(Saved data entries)
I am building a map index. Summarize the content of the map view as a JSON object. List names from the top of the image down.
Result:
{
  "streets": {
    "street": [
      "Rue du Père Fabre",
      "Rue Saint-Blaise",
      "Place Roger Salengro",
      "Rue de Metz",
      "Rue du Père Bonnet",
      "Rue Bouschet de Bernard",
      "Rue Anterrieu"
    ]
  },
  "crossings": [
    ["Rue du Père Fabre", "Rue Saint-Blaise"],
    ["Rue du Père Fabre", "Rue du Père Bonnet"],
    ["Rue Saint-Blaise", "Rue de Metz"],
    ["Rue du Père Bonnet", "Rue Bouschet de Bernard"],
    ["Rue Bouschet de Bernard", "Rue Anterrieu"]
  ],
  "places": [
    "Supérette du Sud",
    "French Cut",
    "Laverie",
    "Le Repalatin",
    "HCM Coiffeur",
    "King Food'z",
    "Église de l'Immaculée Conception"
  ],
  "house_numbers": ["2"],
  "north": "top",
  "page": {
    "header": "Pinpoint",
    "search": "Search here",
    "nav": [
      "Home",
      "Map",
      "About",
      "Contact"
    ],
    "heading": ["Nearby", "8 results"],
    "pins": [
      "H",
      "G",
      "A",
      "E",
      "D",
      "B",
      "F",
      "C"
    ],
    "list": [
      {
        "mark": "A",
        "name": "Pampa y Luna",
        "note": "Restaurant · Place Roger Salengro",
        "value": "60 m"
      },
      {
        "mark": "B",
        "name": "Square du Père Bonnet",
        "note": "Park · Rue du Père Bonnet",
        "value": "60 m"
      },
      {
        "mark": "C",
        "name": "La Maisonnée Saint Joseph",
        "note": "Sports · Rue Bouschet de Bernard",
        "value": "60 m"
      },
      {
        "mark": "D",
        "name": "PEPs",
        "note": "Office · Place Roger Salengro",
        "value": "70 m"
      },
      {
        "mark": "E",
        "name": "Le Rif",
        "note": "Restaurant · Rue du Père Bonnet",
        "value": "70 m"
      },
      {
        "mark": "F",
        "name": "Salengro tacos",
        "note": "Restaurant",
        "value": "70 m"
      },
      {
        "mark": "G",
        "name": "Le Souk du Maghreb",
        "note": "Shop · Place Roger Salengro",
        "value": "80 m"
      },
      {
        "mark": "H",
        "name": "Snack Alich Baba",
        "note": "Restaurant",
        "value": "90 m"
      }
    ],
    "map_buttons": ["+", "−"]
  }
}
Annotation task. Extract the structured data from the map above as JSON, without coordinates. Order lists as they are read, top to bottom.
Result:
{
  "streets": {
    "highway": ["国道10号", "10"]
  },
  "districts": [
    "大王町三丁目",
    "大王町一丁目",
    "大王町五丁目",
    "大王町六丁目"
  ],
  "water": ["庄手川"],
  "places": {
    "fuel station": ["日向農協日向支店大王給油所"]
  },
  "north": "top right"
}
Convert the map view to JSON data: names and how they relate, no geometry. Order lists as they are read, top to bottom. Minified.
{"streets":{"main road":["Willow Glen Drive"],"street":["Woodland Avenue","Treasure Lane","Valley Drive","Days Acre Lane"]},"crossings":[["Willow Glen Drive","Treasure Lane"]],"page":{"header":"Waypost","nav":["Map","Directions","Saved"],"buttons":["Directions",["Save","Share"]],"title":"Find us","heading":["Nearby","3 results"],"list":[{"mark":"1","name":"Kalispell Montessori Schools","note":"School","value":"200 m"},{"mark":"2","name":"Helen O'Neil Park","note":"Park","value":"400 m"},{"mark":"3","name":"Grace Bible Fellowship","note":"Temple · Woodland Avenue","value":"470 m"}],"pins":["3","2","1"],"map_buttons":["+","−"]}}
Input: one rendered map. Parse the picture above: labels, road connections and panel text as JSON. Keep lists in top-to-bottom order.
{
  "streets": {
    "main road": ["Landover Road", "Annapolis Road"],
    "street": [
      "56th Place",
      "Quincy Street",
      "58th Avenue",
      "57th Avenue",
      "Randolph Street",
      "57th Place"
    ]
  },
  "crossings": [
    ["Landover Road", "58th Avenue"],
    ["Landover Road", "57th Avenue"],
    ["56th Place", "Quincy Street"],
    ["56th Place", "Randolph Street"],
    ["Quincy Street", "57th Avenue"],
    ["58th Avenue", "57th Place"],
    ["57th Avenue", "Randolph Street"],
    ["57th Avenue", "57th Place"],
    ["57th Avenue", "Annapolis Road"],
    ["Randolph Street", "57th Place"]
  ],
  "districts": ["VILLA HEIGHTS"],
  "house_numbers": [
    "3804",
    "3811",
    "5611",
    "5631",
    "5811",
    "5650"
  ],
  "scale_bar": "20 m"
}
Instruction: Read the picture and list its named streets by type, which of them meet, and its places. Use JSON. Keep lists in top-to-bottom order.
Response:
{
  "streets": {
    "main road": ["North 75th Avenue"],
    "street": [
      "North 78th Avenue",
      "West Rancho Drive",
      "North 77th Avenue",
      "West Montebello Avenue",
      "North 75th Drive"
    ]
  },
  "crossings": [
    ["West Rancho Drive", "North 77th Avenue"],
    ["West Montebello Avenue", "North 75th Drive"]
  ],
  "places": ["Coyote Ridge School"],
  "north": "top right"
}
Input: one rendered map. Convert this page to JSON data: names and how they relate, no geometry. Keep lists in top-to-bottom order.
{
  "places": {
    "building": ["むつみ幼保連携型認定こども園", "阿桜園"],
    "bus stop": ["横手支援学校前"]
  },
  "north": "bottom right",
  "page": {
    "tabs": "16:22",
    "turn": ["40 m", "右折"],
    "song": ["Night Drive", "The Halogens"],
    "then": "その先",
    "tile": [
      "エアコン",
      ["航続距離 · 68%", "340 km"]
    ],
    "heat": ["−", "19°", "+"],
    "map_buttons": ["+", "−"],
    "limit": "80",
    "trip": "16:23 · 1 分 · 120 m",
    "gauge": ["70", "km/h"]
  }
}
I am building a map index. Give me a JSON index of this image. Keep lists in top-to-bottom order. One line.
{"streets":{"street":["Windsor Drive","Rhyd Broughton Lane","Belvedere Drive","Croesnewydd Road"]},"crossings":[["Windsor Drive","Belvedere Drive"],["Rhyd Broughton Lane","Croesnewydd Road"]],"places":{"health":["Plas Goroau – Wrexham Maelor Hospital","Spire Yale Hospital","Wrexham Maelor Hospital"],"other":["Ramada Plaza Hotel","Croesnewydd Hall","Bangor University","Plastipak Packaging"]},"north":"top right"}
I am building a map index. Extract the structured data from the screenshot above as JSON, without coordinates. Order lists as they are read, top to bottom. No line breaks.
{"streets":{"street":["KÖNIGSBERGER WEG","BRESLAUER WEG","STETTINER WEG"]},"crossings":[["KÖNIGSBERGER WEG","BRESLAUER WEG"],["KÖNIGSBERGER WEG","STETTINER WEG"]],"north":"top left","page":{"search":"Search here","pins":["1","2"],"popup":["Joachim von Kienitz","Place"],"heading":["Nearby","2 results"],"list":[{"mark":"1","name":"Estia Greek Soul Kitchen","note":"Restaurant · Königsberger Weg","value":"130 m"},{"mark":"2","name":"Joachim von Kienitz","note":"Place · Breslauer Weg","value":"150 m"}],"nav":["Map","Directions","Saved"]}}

**GOAL OF THE EXERCISE:**
Output each of the records exactly as it stands above.

**WRITTEN SOLUTION:**
I am building a map index. Summarize the content of the map view as a JSON object. List names from the top of the image down.
Result:
{
  "streets": {
    "street": [
      "Rue du Père Fabre",
      "Rue Saint-Blaise",
      "Place Roger Salengro",
      "Rue de Metz",
      "Rue du Père Bonnet",
      "Rue Bouschet de Bernard",
      "Rue Anterrieu"
    ]
  },
  "crossings": [
    ["Rue du Père Fabre", "Rue Saint-Blaise"],
    ["Rue du Père Fabre", "Rue du Père Bonnet"],
    ["Rue Saint-Blaise", "Rue de Metz"],
    ["Rue du Père Bonnet", "Rue Bouschet de Bernard"],
    ["Rue Bouschet de Bernard", "Rue Anterrieu"]
  ],
  "places": [
    "Supérette du Sud",
    "French Cut",
    "Laverie",
    "Le Repalatin",
    "HCM Coiffeur",
    "King Food'z",
    "Église de l'Immaculée Conception"
  ],
  "house_numbers": ["2"],
  "north": "top",
  "page": {
    "header": "Pinpoint",
    "search": "Search here",
    "nav": [
      "Home",
      "Map",
      "About",
      "Contact"
    ],
    "heading": ["Nearby", "8 results"],
    "pins": [
      "H",
      "G",
      "A",
      "E",
      "D",
      "B",
      "F",
      "C"
    ],
    "list": [
      {
        "mark": "A",
        "name": "Pampa y Luna",
        "note": "Restaurant · Place Roger Salengro",
        "value": "60 m"
      },
      {
        "mark": "B",
        "name": "Square du Père Bonnet",
        "note": "Park · Rue du Père Bonnet",
        "value": "60 m"
      },
      {
        "mark": "C",
        "name": "La Maisonnée Saint Joseph",
        "note": "Sports · Rue Bouschet de Bernard",
        "value": "60 m"
      },
      {
        "mark": "D",
        "name": "PEPs",
        "note": "Office · Place Roger Salengro",
        "value": "70 m"
      },
      {
        "mark": "E",
        "name": "Le Rif",
        "note": "Restaurant · Rue du Père Bonnet",
        "value": "70 m"
      },
      {
        "mark": "F",
        "name": "Salengro tacos",
        "note": "Restaurant",
        "value": "70 m"
      },
      {
        "mark": "G",
        "name": "Le Souk du Maghreb",
        "note": "Shop · Place Roger Salengro",
        "value": "80 m"
      },
      {
        "mark": "H",
        "name": "Snack Alich Baba",
        "note": "Restaurant",
        "value": "90 m"
      }
    ],
    "map_buttons": ["+", "−"]
  }
}
Annotation task. Extract the structured data from the map above as JSON, without coordinates. Order lists as they are read, top to bottom.
Result:
{
  "streets": {
    "highway": ["国道10号", "10"]
  },
  "districts": [
    "大王町三丁目",
    "大王町一丁目",
    "大王町五丁目",
    "大王町六丁目"
  ],
  "water": ["庄手川"],
  "places": {
    "fuel station": ["日向農協日向支店大王給油所"]
  },
  "north": "top right"
}
Convert the map view to JSON data: names and how they relate, no geometry. Order lists as they are read, top to bottom. Minified.
{"streets":{"main road":["Willow Glen Drive"],"street":["Woodland Avenue","Treasure Lane","Valley Drive","Days Acre Lane"]},"crossings":[["Willow Glen Drive","Treasure Lane"]],"page":{"header":"Waypost","nav":["Map","Directions","Saved"],"buttons":["Directions",["Save","Share"]],"title":"Find us","heading":["Nearby","3 results"],"list":[{"mark":"1","name":"Kalispell Montessori Schools","note":"School","value":"200 m"},{"mark":"2","name":"Helen O'Neil Park","note":"Park","value":"400 m"},{"mark":"3","name":"Grace Bible Fellowship","note":"Temple · Woodland Avenue","value":"470 m"}],"pins":["3","2","1"],"map_buttons":["+","−"]}}
Input: one rendered map. Parse the picture above: labels, road connections and panel text as JSON. Keep lists in top-to-bottom order.
{
  "streets": {
    "main road": ["Landover Road", "Annapolis Road"],
    "street": [
      "56th Place",
      "Quincy Street",
      "58th Avenue",
      "57th Avenue",
      "Randolph Street",
      "57th Place"
    ]
  },
  "crossings": [
    ["Landover Road", "58th Avenue"],
    ["Landover Road", "57th Avenue"],
    ["56th Place", "Quincy Street"],
    ["56th Place", "Randolph Street"],
    ["Quincy Street", "57th Avenue"],
    ["58th Avenue", "57th Place"],
    ["57th Avenue", "Randolph Street"],
    ["57th Avenue", "57th Place"],
    ["57th Avenue", "Annapolis Road"],
    ["Randolph Street", "57th Place"]
  ],
  "districts": ["VILLA HEIGHTS"],
  "house_numbers": [
    "3804",
    "3811",
    "5611",
    "5631",
    "5811",
    "5650"
  ],
  "scale_bar": "20 m"
}
Instruction: Read the picture and list its named streets by type, which of them meet, and its places. Use JSON. Keep lists in top-to-bottom order.
Response:
{
  "streets": {
    "main road": ["North 75th Avenue"],
    "street": [
      "North 78th Avenue",
      "West Rancho Drive",
      "North 77th Avenue",
      "West Montebello Avenue",
      "North 75th Drive"
    ]
  },
  "crossings": [
    ["West Rancho Drive", "North 77th Avenue"],
    ["West Montebello Avenue", "North 75th Drive"]
  ],
  "places": ["Coyote Ridge School"],
  "north": "top right"
}
Input: one rendered map. Convert this page to JSON data: names and how they relate, no geometry. Keep lists in top-to-bottom order.
{
  "places": {
    "building": ["むつみ幼保連携型認定こども園", "阿桜園"],
    "bus stop": ["横手支援学校前"]
  },
  "north": "bottom right",
  "page": {
    "tabs": "16:22",
    "turn": ["40 m", "右折"],
    "song": ["Night Drive", "The Halogens"],
    "then": "その先",
    "tile": [
      "エアコン",
      ["航続距離 · 68%", "340 km"]
    ],
    "heat": ["−", "19°", "+"],
    "map_buttons": ["+", "−"],
    "limit": "80",
    "trip": "16:23 · 1 分 · 120 m",
    "gauge": ["70", "km/h"]
  }
}
I am building a map index. Give me a JSON index of this image. Keep lists in top-to-bottom order. One line.
{"streets":{"street":["Windsor Drive","Rhyd Broughton Lane","Belvedere Drive","Croesnewydd Road"]},"crossings":[["Windsor Drive","Belvedere Drive"],["Rhyd Broughton Lane","Croesnewydd Road"]],"places":{"health":["Plas Goroau – Wrexham Maelor Hospital","Spire Yale Hospital","Wrexham Maelor Hospital"],"other":["Ramada Plaza Hotel","Croesnewydd Hall","Bangor University","Plastipak Packaging"]},"north":"top right"}
I am building a map index. Extract the structured data from the screenshot above as JSON, without coordinates. Order lists as they are read, top to bottom. No line breaks.
{"streets":{"street":["KÖNIGSBERGER WEG","BRESLAUER WEG","STETTINER WEG"]},"crossings":[["KÖNIGSBERGER WEG","BRESLAUER WEG"],["KÖNIGSBERGER WEG","STETTINER WEG"]],"north":"top left","page":{"search":"Search here","pins":["1","2"],"popup":["Joachim von Kienitz","Place"],"heading":["Nearby","2 results"],"list":[{"mark":"1","name":"Estia Greek Soul Kitchen","note":"Restaurant · Königsberger Weg","value":"130 m"},{"mark":"2","name":"Joachim von Kienitz","note":"Place · Breslauer Weg","value":"150 m"}],"nav":["Map","Directions","Saved"]}}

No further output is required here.